The Kenyan Communications Authority (CA) is likely to announce new cutbacks to the rates that mobile phone companies charge each other for linking users, implying cheaper call rates.
The regulator stated that the time had come to evaluate the charges known as mobile termination rate (MTR) in order to keep up with technological advancements that have made mobile telephony more efficient.

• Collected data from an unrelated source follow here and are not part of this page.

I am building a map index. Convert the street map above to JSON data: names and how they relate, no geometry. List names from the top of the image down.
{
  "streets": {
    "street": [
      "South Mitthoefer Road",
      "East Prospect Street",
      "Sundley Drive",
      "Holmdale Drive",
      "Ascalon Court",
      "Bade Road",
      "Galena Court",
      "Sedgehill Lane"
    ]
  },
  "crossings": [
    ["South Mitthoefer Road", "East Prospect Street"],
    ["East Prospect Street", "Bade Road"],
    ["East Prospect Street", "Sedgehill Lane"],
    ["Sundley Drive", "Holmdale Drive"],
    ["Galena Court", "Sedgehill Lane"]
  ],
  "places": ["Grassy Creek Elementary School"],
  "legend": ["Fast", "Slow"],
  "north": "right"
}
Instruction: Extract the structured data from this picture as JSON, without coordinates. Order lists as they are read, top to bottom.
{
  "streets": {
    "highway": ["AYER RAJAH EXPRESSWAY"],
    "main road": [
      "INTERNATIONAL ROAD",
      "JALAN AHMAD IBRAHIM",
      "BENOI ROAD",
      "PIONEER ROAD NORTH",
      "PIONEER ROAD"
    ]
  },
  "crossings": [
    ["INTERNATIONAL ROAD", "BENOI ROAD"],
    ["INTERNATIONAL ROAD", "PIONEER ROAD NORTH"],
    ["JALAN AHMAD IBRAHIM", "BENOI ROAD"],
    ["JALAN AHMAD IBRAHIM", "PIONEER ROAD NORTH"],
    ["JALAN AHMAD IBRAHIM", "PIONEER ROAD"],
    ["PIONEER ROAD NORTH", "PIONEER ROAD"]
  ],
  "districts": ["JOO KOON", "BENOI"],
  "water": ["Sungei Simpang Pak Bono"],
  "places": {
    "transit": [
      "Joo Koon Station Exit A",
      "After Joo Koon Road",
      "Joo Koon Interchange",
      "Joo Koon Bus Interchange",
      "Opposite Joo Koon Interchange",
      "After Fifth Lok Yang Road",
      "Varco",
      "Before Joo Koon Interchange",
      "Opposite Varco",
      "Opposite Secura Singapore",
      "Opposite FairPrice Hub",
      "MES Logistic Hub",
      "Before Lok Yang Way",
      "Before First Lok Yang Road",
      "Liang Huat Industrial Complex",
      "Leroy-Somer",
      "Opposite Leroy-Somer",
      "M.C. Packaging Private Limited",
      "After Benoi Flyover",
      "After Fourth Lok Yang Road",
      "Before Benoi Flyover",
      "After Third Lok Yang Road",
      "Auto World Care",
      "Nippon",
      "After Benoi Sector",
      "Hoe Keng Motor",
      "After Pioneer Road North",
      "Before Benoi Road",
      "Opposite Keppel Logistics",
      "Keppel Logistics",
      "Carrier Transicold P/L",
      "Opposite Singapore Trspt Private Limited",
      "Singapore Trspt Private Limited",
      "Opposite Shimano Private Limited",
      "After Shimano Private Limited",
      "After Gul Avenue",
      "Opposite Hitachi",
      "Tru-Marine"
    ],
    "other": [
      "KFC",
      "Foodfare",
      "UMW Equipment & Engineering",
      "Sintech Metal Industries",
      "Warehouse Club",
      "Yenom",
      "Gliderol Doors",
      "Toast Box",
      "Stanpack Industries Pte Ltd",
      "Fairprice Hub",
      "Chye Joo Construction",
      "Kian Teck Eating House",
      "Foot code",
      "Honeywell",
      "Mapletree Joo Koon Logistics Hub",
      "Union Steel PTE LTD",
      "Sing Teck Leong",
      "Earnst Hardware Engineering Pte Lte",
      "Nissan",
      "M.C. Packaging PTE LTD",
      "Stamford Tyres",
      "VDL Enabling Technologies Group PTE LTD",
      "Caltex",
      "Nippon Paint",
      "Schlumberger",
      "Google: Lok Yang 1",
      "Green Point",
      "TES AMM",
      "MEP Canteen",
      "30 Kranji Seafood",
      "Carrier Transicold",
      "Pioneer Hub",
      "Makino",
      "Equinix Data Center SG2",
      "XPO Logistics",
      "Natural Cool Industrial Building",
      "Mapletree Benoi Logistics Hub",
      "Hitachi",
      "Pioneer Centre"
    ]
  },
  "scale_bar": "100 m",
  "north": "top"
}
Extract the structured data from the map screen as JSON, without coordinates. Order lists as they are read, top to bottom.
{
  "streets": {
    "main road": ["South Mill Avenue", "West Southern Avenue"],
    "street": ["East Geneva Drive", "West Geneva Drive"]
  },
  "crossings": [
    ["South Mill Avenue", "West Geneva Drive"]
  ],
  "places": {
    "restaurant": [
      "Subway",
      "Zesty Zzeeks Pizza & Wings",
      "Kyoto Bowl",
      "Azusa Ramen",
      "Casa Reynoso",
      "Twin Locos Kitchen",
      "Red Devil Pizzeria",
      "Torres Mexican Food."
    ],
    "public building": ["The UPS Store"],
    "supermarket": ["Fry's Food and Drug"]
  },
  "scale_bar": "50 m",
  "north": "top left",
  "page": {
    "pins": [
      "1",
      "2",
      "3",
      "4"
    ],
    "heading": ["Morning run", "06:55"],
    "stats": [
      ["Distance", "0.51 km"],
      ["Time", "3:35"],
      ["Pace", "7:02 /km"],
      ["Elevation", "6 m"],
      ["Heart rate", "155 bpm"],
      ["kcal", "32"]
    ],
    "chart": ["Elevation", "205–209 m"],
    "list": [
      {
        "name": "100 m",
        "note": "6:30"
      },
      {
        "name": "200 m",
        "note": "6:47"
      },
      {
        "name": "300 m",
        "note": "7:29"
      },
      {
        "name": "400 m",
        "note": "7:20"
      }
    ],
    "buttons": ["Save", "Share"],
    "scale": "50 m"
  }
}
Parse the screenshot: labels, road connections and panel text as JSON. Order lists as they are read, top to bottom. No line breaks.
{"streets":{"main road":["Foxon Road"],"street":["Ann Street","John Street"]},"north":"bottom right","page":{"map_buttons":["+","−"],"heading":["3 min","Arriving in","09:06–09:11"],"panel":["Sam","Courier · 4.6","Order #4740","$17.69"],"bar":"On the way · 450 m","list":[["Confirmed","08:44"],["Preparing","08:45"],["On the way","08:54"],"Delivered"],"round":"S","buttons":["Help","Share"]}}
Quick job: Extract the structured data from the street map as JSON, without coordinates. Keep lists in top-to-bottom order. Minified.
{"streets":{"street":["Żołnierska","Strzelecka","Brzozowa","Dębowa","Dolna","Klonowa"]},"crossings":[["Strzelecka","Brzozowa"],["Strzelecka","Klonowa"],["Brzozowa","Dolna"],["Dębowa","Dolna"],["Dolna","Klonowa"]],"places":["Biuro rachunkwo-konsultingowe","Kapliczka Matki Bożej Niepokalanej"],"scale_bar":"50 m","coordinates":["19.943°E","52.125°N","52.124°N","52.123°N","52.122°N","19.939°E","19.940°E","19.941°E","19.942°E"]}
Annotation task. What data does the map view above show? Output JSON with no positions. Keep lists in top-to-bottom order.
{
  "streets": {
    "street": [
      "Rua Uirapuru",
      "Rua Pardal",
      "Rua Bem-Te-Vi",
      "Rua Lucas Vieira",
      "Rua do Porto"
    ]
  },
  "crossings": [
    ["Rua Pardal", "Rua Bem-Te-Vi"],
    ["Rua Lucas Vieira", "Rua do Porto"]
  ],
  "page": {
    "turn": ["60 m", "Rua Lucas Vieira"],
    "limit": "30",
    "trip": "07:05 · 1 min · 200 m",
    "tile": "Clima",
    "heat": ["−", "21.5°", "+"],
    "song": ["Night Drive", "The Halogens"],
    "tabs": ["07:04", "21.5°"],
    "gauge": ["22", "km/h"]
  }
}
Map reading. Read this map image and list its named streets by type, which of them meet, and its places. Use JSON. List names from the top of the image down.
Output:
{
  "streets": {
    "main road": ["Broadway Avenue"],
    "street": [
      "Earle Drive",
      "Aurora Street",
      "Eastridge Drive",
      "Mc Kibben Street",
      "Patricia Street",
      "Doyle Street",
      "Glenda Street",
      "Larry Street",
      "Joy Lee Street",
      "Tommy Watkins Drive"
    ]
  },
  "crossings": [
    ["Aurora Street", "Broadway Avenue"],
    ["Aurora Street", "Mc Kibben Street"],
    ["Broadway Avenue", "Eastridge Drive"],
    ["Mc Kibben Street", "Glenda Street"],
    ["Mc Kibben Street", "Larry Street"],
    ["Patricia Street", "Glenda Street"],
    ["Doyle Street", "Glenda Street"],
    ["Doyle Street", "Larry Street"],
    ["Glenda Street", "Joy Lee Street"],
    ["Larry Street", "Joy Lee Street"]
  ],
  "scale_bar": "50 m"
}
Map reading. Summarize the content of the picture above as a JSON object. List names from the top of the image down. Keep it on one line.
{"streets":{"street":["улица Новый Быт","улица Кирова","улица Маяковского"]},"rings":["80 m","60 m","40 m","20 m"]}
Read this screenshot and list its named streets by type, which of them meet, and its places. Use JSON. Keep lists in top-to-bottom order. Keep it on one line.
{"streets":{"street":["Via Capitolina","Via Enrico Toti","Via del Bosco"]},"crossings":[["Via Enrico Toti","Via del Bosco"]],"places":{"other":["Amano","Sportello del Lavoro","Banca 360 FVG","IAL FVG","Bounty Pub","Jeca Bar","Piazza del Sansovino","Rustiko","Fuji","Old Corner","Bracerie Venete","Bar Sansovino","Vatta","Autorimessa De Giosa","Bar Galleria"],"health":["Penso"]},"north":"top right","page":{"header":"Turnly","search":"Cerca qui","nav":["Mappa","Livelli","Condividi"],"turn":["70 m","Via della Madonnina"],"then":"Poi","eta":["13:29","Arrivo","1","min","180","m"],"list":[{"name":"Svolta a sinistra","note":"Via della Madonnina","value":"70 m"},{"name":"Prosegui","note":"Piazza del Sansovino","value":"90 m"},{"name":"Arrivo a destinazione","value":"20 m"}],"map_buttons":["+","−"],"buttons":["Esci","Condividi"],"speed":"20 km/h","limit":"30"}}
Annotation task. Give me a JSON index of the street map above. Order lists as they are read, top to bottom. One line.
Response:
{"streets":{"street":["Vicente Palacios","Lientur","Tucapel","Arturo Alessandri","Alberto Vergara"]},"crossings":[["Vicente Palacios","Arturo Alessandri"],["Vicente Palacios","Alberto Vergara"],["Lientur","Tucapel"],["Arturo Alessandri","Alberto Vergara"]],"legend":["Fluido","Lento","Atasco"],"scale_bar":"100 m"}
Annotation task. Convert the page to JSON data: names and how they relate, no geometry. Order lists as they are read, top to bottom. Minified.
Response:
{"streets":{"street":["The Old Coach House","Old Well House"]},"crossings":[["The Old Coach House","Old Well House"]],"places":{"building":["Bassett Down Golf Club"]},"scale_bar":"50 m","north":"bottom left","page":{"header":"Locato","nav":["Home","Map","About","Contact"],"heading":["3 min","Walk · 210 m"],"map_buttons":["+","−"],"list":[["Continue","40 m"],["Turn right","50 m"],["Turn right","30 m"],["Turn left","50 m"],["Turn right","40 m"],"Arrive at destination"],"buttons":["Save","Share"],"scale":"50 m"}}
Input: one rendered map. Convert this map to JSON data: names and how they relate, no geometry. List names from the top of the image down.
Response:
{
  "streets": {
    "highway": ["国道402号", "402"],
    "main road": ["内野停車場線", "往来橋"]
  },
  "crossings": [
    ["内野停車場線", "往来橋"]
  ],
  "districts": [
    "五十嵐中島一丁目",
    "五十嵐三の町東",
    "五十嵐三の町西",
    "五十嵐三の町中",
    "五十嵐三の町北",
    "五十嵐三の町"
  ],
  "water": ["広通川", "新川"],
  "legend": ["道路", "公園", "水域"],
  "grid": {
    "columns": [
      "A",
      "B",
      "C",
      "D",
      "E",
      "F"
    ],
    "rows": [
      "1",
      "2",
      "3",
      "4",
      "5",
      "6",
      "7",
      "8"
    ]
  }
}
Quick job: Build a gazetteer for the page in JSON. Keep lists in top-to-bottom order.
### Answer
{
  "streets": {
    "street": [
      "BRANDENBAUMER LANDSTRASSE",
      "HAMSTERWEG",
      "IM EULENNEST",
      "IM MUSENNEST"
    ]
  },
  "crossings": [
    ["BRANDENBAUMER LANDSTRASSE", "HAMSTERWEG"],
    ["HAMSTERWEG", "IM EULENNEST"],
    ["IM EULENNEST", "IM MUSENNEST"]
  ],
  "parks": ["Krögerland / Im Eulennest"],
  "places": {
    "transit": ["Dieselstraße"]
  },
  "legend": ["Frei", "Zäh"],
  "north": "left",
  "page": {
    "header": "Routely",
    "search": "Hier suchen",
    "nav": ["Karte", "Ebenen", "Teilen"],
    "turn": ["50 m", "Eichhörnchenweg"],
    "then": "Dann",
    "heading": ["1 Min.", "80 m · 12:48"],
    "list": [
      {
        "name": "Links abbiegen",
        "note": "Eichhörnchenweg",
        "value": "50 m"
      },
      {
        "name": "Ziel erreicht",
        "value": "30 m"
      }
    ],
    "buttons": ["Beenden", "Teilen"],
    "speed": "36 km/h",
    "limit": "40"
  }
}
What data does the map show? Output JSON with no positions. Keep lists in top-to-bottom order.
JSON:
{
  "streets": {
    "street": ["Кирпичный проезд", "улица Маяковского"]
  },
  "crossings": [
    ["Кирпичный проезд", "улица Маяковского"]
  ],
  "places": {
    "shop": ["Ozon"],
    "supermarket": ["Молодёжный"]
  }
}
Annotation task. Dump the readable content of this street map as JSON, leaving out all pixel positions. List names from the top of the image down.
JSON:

“Owing to the passage of time, changes in the market as well as the macroeconomic environment, the authority now wishes to carry out a review of the telecommunication interconnection rates using benchmarking technology,” the CA said in a public notice yesterday.
According to industry data, the rate has been gradually declining from a high of Sh4.42 in 2011 to the current Sh0.99, which has been in place since 2015, marking a five-year freeze after intensive lobbying by some of the country’s largest telcos.
Industry data shows that the rate has been falling gradually from a high of Sh4.42 in 2011 to the current Sh0.99, which has been in place since 2015, marking a freeze of more than five years amid intense lobbying by some top telcos.
Should mobile phone providers choose to drop call charges for their clients, the new proposals to cut the cost could start a pricing war.
A previous tariff decrease from Sh 4.42 to Sh2.21 in 2010 provoked a pricing war among Kenyan operators.
Before adjusting the current rate of Sh0.99, the CA stated it had provided an acceptable window.